Having made his name with Cisco and Verizon, Salgame is today leveraging his profile as CEO, Growth Ventures for Tata Communications to push Next3B, a partnership organization that aims to ‘empower the underprivileged through smartphone-based revenue generation’, particularly in Africa and India. Salgame maintains that, while in broad terms the first 5 billion mobile subscribers took up their phones for convenience, business and for social reasons, many of the next 3 billion will be using their devices as a means of economic empowerment. And that the mobile industry should be doing everything it can to support such enterprise. It’s a theme that was echoed a little earlier in Kathryn Brown’s presentation, in which the CEO of Internet Society highlighted the social impact of connectivity on rural and remote communities. Like Salgame, Brown emphasized the powerful role that Internet access has in the economic liberation of women in rural communities.
Building on its earlier work to grow rural connectivity, Small Cell Forum is now collaborating with GSMA and others to explore further the role of small cells in delivering connectivity to rural and remote locations.

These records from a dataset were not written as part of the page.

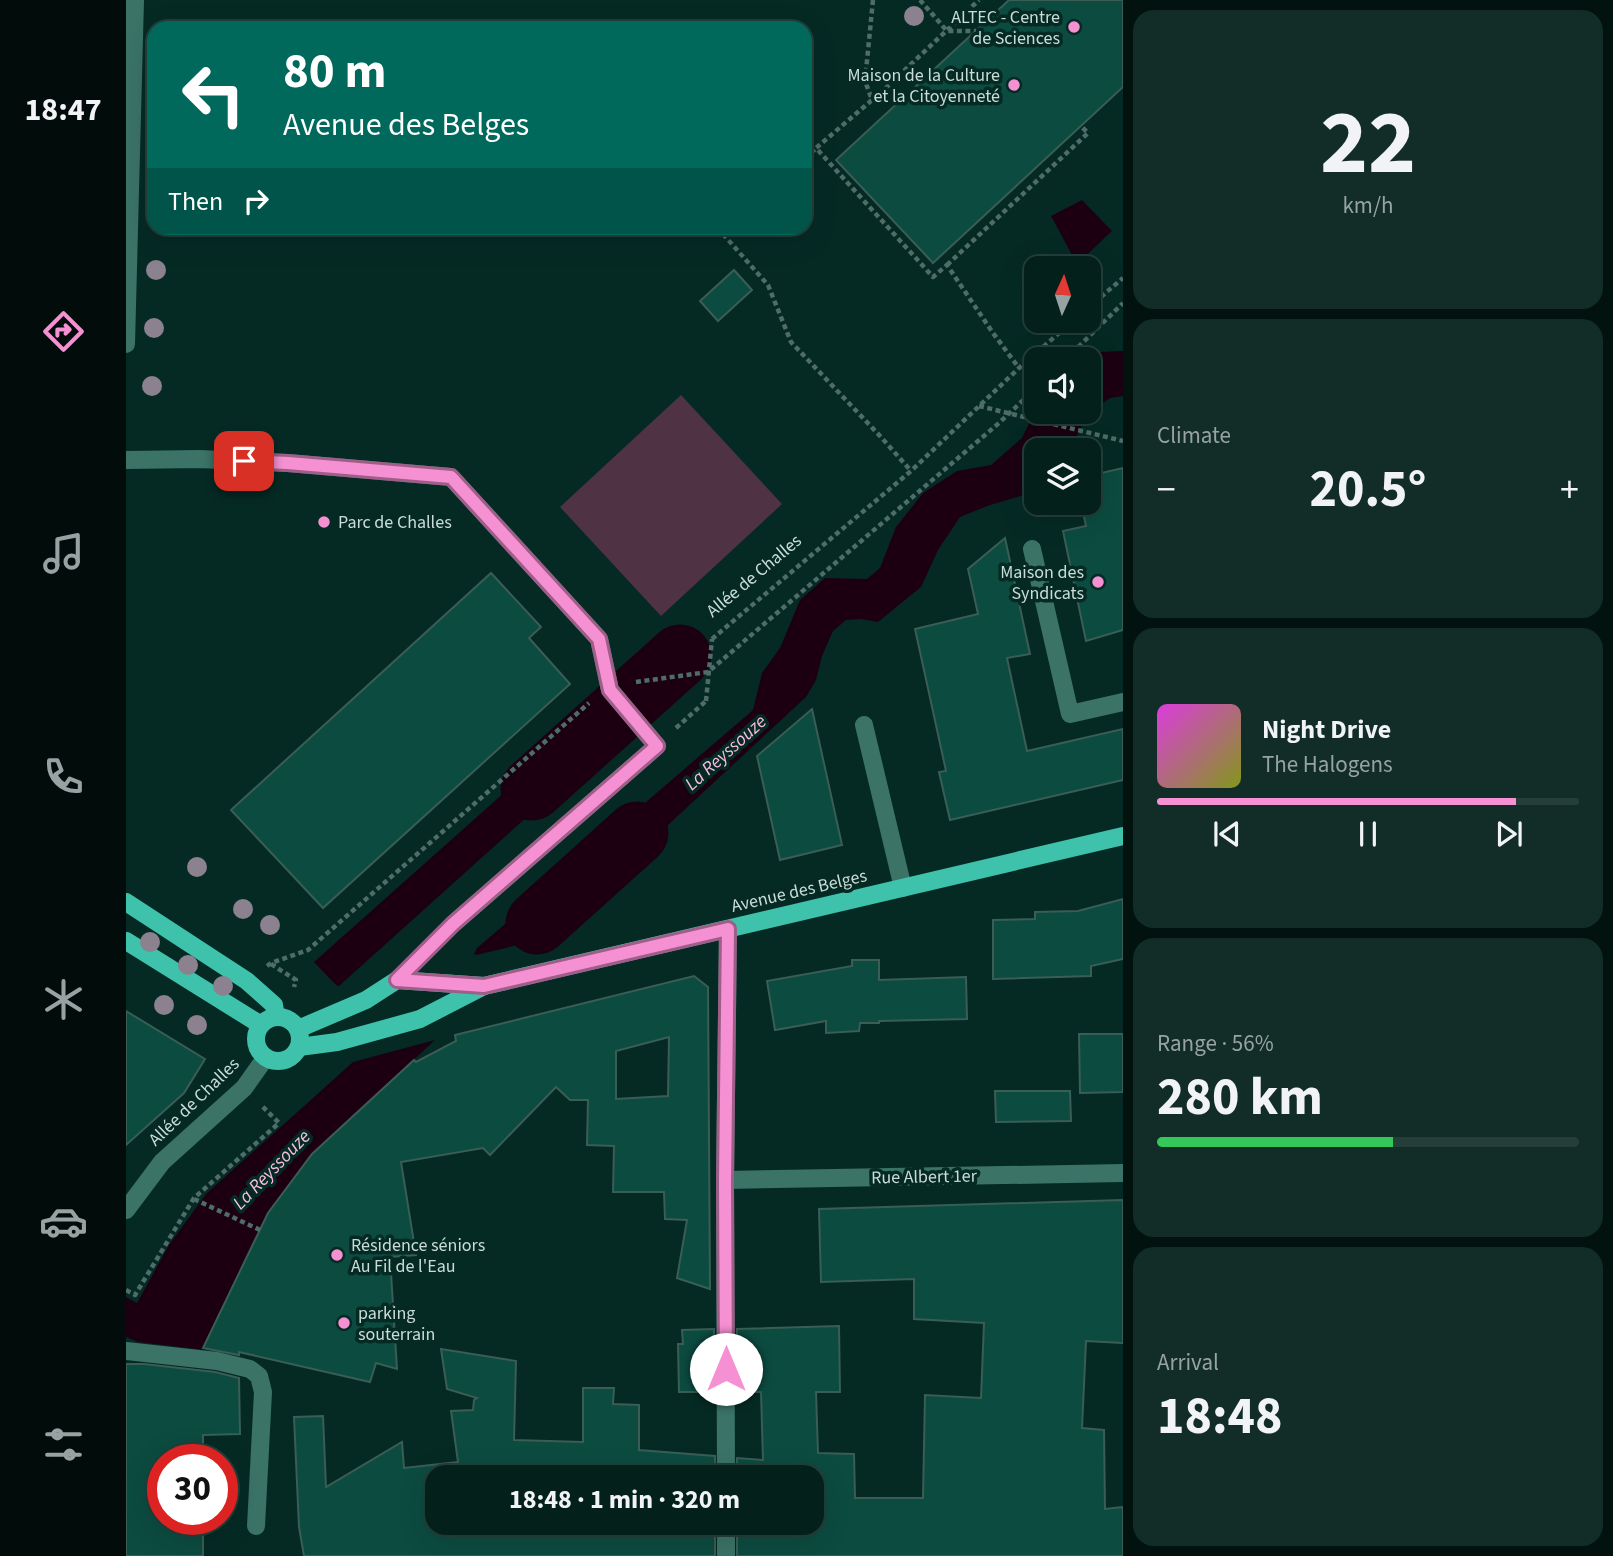 <!DOCTYPE html>
<html lang="en">
<head>
<meta charset="utf-8">
<style>
  body { margin:0; font-family:"Source Sans 3",sans-serif; background:#122d28; color:#f1f3f6; height:100vh; display:flex; flex-direction:column; font-size:26px; white-space:nowrap }
  * { box-sizing:border-box; margin:0 }
  p { font-size:23px; color:#97a3a3 }
  .icon { flex:none; width:38px; height:38px; fill:none; stroke:currentColor; stroke-width:2; stroke-linecap:round; stroke-linejoin:round }
  .map { position:relative; flex:1; overflow:hidden }
  .sheet { display:flex; flex-direction:column; gap:10px; padding:10px; background:#02120f; width:490px }
  .sheet>* { flex:none }
  .guide { position:absolute; left:21px; top:21px; width:665px; height:214px; border-radius:21px; box-shadow:0 7px 28px #0002,0 0 0 2px #253e3a; background:#00695c; color:#fff; overflow:hidden }
  .needle { width:46px; rotate:3deg }
  .buttons { position:absolute; left:898px; top:256px; display:grid; gap:14px }
  .buttons a { display:grid; place-items:center; width:77px; height:77px; border-radius:14px; background:#04201b; box-shadow:0 7px 28px #0002,0 0 0 2px #253e3a; font-size:35px }
  .speed { position:absolute; left:21px; top:1444px; display:flex; gap:14px; font-size:35px; font-weight:700; text-align:center }
  .speed>* { display:grid; place-content:center; width:91px; height:91px; border-radius:50%; background:#04201b; box-shadow:0 7px 28px #0002,0 0 0 2px #253e3a; line-height:1 }
  .speed .limit { border:10px solid #d22; background:#fff; color:#111 }
  .pin { position:absolute; display:grid; place-items:center; width:60px; height:60px; color:#fff; margin:-30px; border-radius:14px; box-shadow:0 4px 10px #0006 }
  .me { position:absolute; width:77px; margin:-38px; rotate:0deg; stroke-linejoin:round; filter:drop-shadow(0 0 5px #0008) }
  .turn { display:flex; align-items:center; gap:24px; height:147px; padding:0 21px; font-size:32px }
  .turn .icon { width:91px; height:91px; stroke-width:2.5 }
  .turn b { display:block; font-size:49px; line-height:60px }
  .then { display:flex; align-items:center; height:66px; padding:0 21px; background:#0003; gap:14px; font-size:26px }
  .big { font-size:52px; font-weight:700; line-height:1.1 }
  .sheet .card { flex:1; display:flex; flex-direction:column; justify-content:center; gap:10px; min-width:0; padding:0 24px; border-radius:21px; background:#122d28 }
  .sheet .dial { align-items:center; gap:0 }
  .dial b { font-size:91px; line-height:1 }
  .song { display:flex; align-items:center; gap:21px }
  .cover { width:84px; height:84px; border-radius:10px; background:linear-gradient(135deg,hsl(300 70% 55%),hsl(70 70% 35%)) }
  .played { height:7px; border-radius:4px; background:linear-gradient(90deg,#f591d2 85%,#253e3a 85%) }
  .keys { display:flex; justify-content:space-around; direction:ltr }
  .heat { display:flex; justify-content:space-between; align-items:center; font-size:38px; direction:ltr }
  .charge { height:10px; border-radius:5px; background:linear-gradient(90deg,#34c759 56%,#253e3a 0) }
  .trip { position:absolute; left:299px; top:1465px; width:399px; height:70px; border-radius:21px; background:#04201b; box-shadow:0 7px 28px #0002,0 0 0 2px #253e3a; font-weight:700; line-height:70px; text-align:center }
  main { display:flex; flex:1; min-height:0 }
  .tabs { display:flex; flex-direction:column; width:126px; justify-content:space-around; align-items:center; background:#020d0b; color:#97a3a3 }
  .tabs .icon { width:49px; height:49px }
  .tabs .current { color:#f591d2 }
  .tabs b { font-size:32px; color:#f1f3f6 }
  .map>svg:first-child { display:block }
  .green { fill:#503245 }
  .water { fill:#1c0012 }
  .lines { fill:none; stroke-linecap:round; stroke-linejoin:round }
  .river { stroke:#1c0012; stroke-width:63 }
  .building { fill:#0c4b40; stroke:#3a5d55; stroke-width:2; fill-rule:evenodd }
  .path { stroke:#4f6d68; stroke-width:4.5; stroke-dasharray:5 3.5; stroke-linecap:butt }
  .minor { stroke:#3b7367; stroke-width:18 }
  .major { stroke:#3fc2ab; stroke-width:18 }
  .path-bridge { stroke:#4f6d68; stroke-width:4.5; stroke-dasharray:5 3.5; stroke-linecap:butt }
  .tree { fill:#8b818f }
  .route-casing { stroke:#9f5e88; stroke-width:18 }
  .route { stroke:#f591d2; stroke-width:12 }
  .poi-dot { fill:#f591d2; stroke:#052a24; stroke-width:2.5 }
  .labels { text-anchor:middle; dominant-baseline:central; stroke-width:7; stroke-linejoin:round; paint-order:stroke }
  .poi-label { font-size:18px; fill:#c9dcd7; stroke:#052a24; text-anchor:end }
  .street-label { font-size:18px; fill:#c9dcd7; stroke:#052a24 }
  .water-label { font-size:19px; font-style:italic; fill:#fabce2; stroke:#052a24 }
</style>
</head>
<body>
<main>
<nav class="tabs">
<b>18:47</b>
<svg class="icon current" aria-label="directions" viewBox="0 0 24 24"><path d="M12 3l9 9-9 9-9-9zM9 14v-3h6M13 9l2 2-2 2"/></svg>
<svg class="icon" aria-label="music" viewBox="0 0 24 24"><path d="M9 18V5l10-2v13"/><circle cx="6" cy="18" r="3"/><circle cx="16" cy="16" r="3"/></svg>
<svg class="icon" aria-label="phone" viewBox="0 0 24 24"><path d="M5 4h4l2 5-3 2q2 4 5 5l2-3 5 2v4C11 20 4 13 5 4z"/></svg>
<svg class="icon" aria-label="climate" viewBox="0 0 24 24"><path d="M12 3v18M4 7l16 10M4 17L20 7"/></svg>
<svg class="icon" aria-label="car" viewBox="0 0 24 24"><path d="M5 17H2v-5l4-1 3-4h7l3 4 3 1v5h-3M9 17h6M6 11h13"/><circle cx="7" cy="17" r="2"/><circle cx="17" cy="17" r="2"/></svg>
<svg class="icon" aria-label="filters" viewBox="0 0 24 24"><path d="M4 7h16M4 17h16"/><circle cx="9" cy="7" r="2"/><circle cx="15" cy="17" r="2"/></svg>
</nav>
<div class="map">
<svg width="997" height="1556" viewBox="0 0 997 1556">
  <rect width="100%" height="100%" fill="#052a24"/>
  <path class="green" d="M 555,395 L 656,504 L 535,616 L 434,507 Z"/>
  <g class="water">
    <path d="M 956,200 L 986,231 L 951,264 L 925,216 Z"/>
    <path d="M 997,351 L 997,396 L 984,398 L 962,413 L 944,450 L 910,450 L 910,486 L 901,494 L 864,505 L 834,517 L 812,550 L 795,587 L 752,622 L 735,619 L 720,620 L 707,631 L 696,656 L 690,680 L 680,697 L 459,902 L 434,876 L 627,710 L 636,673 L 654,648 L 674,600 L 699,578 L 741,579 L 754,568 L 770,527 L 797,493 L 831,471 L 865,465 L 896,438 L 910,409 L 910,411 L 962,411 L 962,359 L 958,359 L 975,352 Z"/>
    <path d="M 551,640 L 572,663 L 534,698 L 529,707 L 505,681 Z"/>
    <path d="M 460,720 L 484,748 L 470,755 L 213,986 L 210,985 L 188,962 Z"/>
    <path d="M 420,889 L 445,914 L 417,939 L 350,955 L 348,954 L 351,948 Z"/>
    <path d="M 309,1040 L 186,1154 L 142,1213 L 79,1343 L 79,1350 L 12,1342 L 0,1337 L 0,1297 L 11,1303 L 43,1245 L 80,1194 L 227,1062 Z"/>
  </g>
  <g class="lines">
    <g class="river">
      <path d="M 406,789 L 554,656"/>
      <path d="M 411,923 L 511,833"/>
    </g>
  </g>
  <g class="building">
    <path d="M 883,0 L 997,0 L 997,87 L 807,263 L 710,160 Z"/>
    <path d="M 608,270 L 626,290 L 592,321 L 574,301 Z"/>
    <path d="M 997,468 L 997,630 L 960,641 L 937,531 L 960,526 L 955,502 L 962,502 L 962,476 Z"/>
    <path d="M 879,538 L 904,654 L 881,658 L 901,751 L 997,729 L 997,780 L 824,820 L 813,772 L 820,771 L 789,629 L 852,614 L 842,569 Z"/>
    <path d="M 365,573 L 415,627 L 403,638 L 444,684 L 197,908 L 105,810 Z"/>
    <path d="M 686,709 L 716,845 L 654,860 L 631,756 Z"/>
    <path d="M 997,899 L 997,959 L 965,966 L 965,976 L 867,979 L 867,920 L 909,919 L 909,912 L 952,911 Z"/>
    <path d="M 726,960 L 753,960 L 753,980 L 840,977 L 841,1019 L 753,1021 L 753,1023 L 734,1023 L 733,1031 L 700,1033 L 700,1021 L 649,1030 L 641,981 L 726,966 Z"/>
    <path d="M 568,976 L 582,987 L 584,1289 L 551,1278 L 561,1220 L 539,1219 L 538,1192 L 487,1192 L 488,1146 L 461,1145 L 462,1100 L 444,1100 L 430,1087 L 364,1155 L 357,1148 L 275,1162 L 290,1255 L 264,1257 L 271,1369 L 250,1363 L 244,1382 L 113,1352 L 113,1355 L 77,1348 L 142,1213 L 186,1154 L 288,1060 L 290,1062 L 330,1041 L 329,1035 ZM 543,1037 L 542,1096 L 490,1099 L 490,1051 Z"/>
    <path d="M 0,1011 L 79,1059 L 58,1093 L 0,1145 Z"/>
    <path d="M 953,1034 L 997,1034 L 997,1092 L 954,1093 Z"/>
    <path d="M 869,1091 L 944,1091 L 945,1121 L 870,1122 Z"/>
    <path d="M 997,1200 L 997,1343 L 960,1341 L 956,1428 L 978,1430 L 979,1509 L 997,1507 L 997,1556 L 611,1556 L 611,1522 L 686,1522 L 686,1477 L 611,1477 L 611,1458 L 637,1460 L 635,1392 L 611,1392 L 611,1329 L 713,1326 L 714,1392 L 690,1392 L 692,1453 L 728,1454 L 729,1498 L 797,1498 L 799,1395 L 855,1398 L 858,1323 L 788,1319 L 788,1279 L 695,1282 L 693,1209 Z"/>
    <path d="M 588,1329 L 588,1392 L 553,1392 L 552,1344 L 557,1344 L 556,1330 Z"/>
    <path d="M 315,1349 L 390,1361 L 388,1440 L 457,1442 L 457,1388 L 488,1388 L 487,1404 L 513,1405 L 513,1450 L 589,1456 L 589,1477 L 312,1477 L 312,1522 L 589,1522 L 589,1556 L 178,1556 L 173,1527 L 168,1417 L 197,1416 L 200,1487 L 276,1442 L 278,1468 L 332,1462 L 325,1411 L 347,1410 L 348,1400 L 351,1398 L 321,1389 Z"/>
    <path d="M 0,1364 L 18,1364 L 89,1372 L 113,1378 L 114,1434 L 77,1435 L 77,1460 L 37,1460 L 37,1519 L 77,1519 L 77,1556 L 0,1556 Z"/>
  </g>
  <g class="lines">
    <g class="path">
      <path d="M 747,0 L 739,81 L 746,100 L 690,148 L 807,277 L 821,265 L 867,333 L 893,368"/>
      <path d="M 794,0 L 821,31 L 850,31"/>
      <path d="M 747,100 L 853,0"/>
      <path d="M 679,159 L 690,148"/>
      <path d="M 596,228 L 597,234 L 604,228"/>
      <path d="M 597,234 L 642,285 L 665,342 L 755,437 L 785,471"/>
      <path d="M 821,265 L 962,133 L 955,126"/>
      <path d="M 962,308 L 997,278"/>
      <path d="M 940,359 L 997,303"/>
      <path d="M 586,639 L 785,471 L 893,368 L 948,320"/>
      <path d="M 510,682 L 582,672 L 873,423 L 910,388"/>
      <path d="M 550,728 L 580,701"/>
      <path d="M 145,964 L 170,980 L 168,987"/>
      <path d="M 141,966 L 145,963 L 182,950 L 463,703"/>
      <path d="M 68,1199 L 134,1230"/>
      <path d="M 0,1290 L 9,1295 L 68,1198 L 153,1123 L 136,1106"/>
    </g>
    <g class="minor">
      <path d="M 0,344 L 9,0"/>
      <path d="M 0,460 L 73,459 L 162,463 L 325,477 L 473,639 L 484,690 L 531,746 L 327,924 L 271,980"/>
      <path d="M 906,549 L 944,714 L 997,702"/>
      <path d="M 738,725 L 777,888"/>
      <path d="M 599,1180 L 997,1173"/>
      <path d="M 0,1210 L 36,1162 L 118,1088 L 140,1057"/>
      <path d="M 0,1351 L 91,1361 L 124,1369 L 133,1376 L 137,1392 L 130,1526"/>
      <path d="M 600,1477 L 599,1180 L 602,929"/>
      <path d="M 600,1522 L 600,1556"/>
    </g>
    <g class="major">
      <path d="M 0,902 L 121,981 L 148,1005 L 150,1017"/>
      <path d="M 0,941 L 135,1025"/>
      <circle cx="152" cy="1039" r="22"/>
      <path d="M 172,1029 L 240,1000 L 271,980 L 358,986"/>
      <path d="M 173,1047 L 211,1042 L 294,1019 L 358,986 L 997,836"/>
    </g>
    <g class="path-bridge">
      <path d="M 853,406 L 997,441"/>
      <path d="M 580,701 L 586,639"/>
    </g>
  </g>
  <g class="tree">
    <circle cx="788" cy="16" r="10"/>
    <circle cx="30" cy="270" r="10"/>
    <circle cx="28" cy="328" r="10"/>
    <circle cx="26" cy="386" r="10"/>
    <circle cx="71" cy="867" r="10"/>
    <circle cx="117" cy="909" r="10"/>
    <circle cx="144" cy="925" r="10"/>
    <circle cx="24" cy="942" r="10"/>
    <circle cx="62" cy="965" r="10"/>
    <circle cx="97" cy="986" r="10"/>
    <circle cx="38" cy="1005" r="10"/>
    <circle cx="71" cy="1025" r="10"/>
  </g>
  <g class="lines">
    <g class="route-casing">
      <path id="route" d="M 118,461 L 162,463 L 325,477 L 473,639 L 484,690 L 531,746 L 327,924 L 271,980 L 358,986 L 602,929 L 599,1181 L 600,1369"/>
    </g>
    <use href="#route" class="route"/>
  </g>
  <g class="poi-dot">
    <circle cx="948" cy="27" r="7"/>
    <circle cx="888" cy="85" r="7"/>
    <circle cx="198" cy="522" r="7"/>
    <circle cx="972" cy="582" r="7"/>
    <circle cx="211" cy="1255" r="7"/>
    <circle cx="218" cy="1323" r="7"/>
  </g>
  <g class="labels">
    <g class="poi-label">
      <text x="934" y="17">ALTEC - Centre<tspan x="934" dy="21">de Sciences</tspan></text>
      <text x="874" y="75">Maison de la Culture<tspan x="874" dy="21">et la Citoyenneté</tspan></text>
      <text x="212" y="522" text-anchor="start">Parc de Challes</text>
      <text x="958" y="572">Maison des<tspan x="958" dy="21">Syndicats</tspan></text>
      <text x="225" y="1245" text-anchor="start">Résidence séniors<tspan x="225" dy="21">Au Fil de l'Eau</tspan></text>
      <text x="232" y="1313" text-anchor="start">parking<tspan x="232" dy="21">souterrain</tspan></text>
    </g>
    <g class="street-label">
      <text transform="translate(628 576) rotate(-40)">Allée de Challes</text>
      <text transform="translate(673 891) rotate(-13)">Avenue des Belges</text>
      <text transform="translate(68 1102) rotate(-44)">Allée de Challes</text>
      <text transform="translate(798 1177) rotate(-1)">Rue Albert 1er</text>
    </g>
    <g class="water-label">
      <text transform="translate(600 753) rotate(-42)">La Reyssouze</text>
      <text transform="translate(146 1170) rotate(-46)">La Reyssouze</text>
    </g>
  </g>
</svg>
<div class="buttons">
<a><svg class="needle" viewBox="-14 -14 28 28"><path d="M0-13l5 13h-10z" fill="#e53935"/><path d="M0 13l5-13h-10z" fill="#97a3a3"/></svg></a>
<a><svg class="icon" aria-label="sound" viewBox="0 0 24 24"><path d="M4 9h4l5-4v14l-5-4H4zM17 9q2 3 0 6"/></svg></a>
<a><svg class="icon" aria-label="layers" viewBox="0 0 24 24"><path d="M12 4l9 5-9 5-9-5zM3 14l9 5 9-5"/></svg></a>
</div>
<div class="speed"><div class="limit">30</div></div>
<div class="pin" style="left:118px;top:461px;background:#d93025"><svg class="icon" aria-label="arrive" viewBox="0 0 24 24"><path d="M6 21V4h12l-3 4 3 4H6"/></svg></div>
<svg class="me" style="left:600px;top:1369px" viewBox="-20 -20 40 40"><circle r="19" fill="#fff"/><path d="M0-13L10 11 0 6-10 11z" fill="#f591d2"/></svg>
<div class="trip">18:48 · 1 min · 320 m</div>
<div class="guide">
<div class="turn"><svg class="icon" aria-label="left" viewBox="0 0 24 24"><path d="M17 20v-9H6M10 6l-5 5 5 5"/></svg><div><b>80 m</b>Avenue des Belges</div></div>
<div class="then">Then<svg class="icon" aria-label="right" viewBox="0 0 24 24"><path d="M7 20v-9h11M14 6l5 5-5 5"/></svg></div>
</div>
</div>
<section class="sheet">
<div class="card dial"><b>22</b><p>km/h</p></div>
<div class="card"><p>Climate</p>
<div class="heat"><a>−</a><b class="big">20.5°</b><a>+</a></div>
</div>
<div class="card">
<div class="song"><i class="cover"></i><div><b>Night Drive</b><p>The Halogens</p></div></div>
<div class="played"></div>
<div class="keys"><svg class="icon" aria-label="previous" viewBox="0 0 24 24"><path d="M18 5L8 12l10 7zM5 5v14"/></svg><svg class="icon" aria-label="pause" viewBox="0 0 24 24"><path d="M8 5v14M16 5v14"/></svg><svg class="icon" aria-label="next" viewBox="0 0 24 24"><path d="M6 5l10 7-10 7zM19 5v14"/></svg></div>
</div>
<div class="card"><p>Range · 56%</p><b class="big">280 km</b><div class="charge"></div></div>
<div class="card"><p>Arrival</p><b class="big">18:48</b></div>
</section>
</main>
</body>
</html>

Elsewhere at the conference, in response to a throwaway question at the end of his VAS-focused presentation, Telstra CEO Andrew Penn clearly enjoyed the collective intake of breath that greeted his prediction that carriers should prepare for data prices declining to zero over the next decade. The answer was consistent with Penn’s call for operators to innovate to extend their service offerings if they wanted to remain relevant in a burgeoning value chain. Once again, the Human Element was well to the fore, with Penn insisting his business was more about people than ‘cool tech’. Yesterday’s preoccupation with the importance of evolving new ways of doing business continued as an explicit subtext.
Finally, China Mobile Chair Shang Bing explained that over the past three years China Mobile had invested a cool $66 billion building the world’s largest 4G network that, by the end of 2017, will comprise 1.77 million base stations, delivering 99 per cent 4G coverage across China. He also announced that his firm plans doubling its VoLTE user base in the same timeframe, with penetration reaching 17 per cent by year end.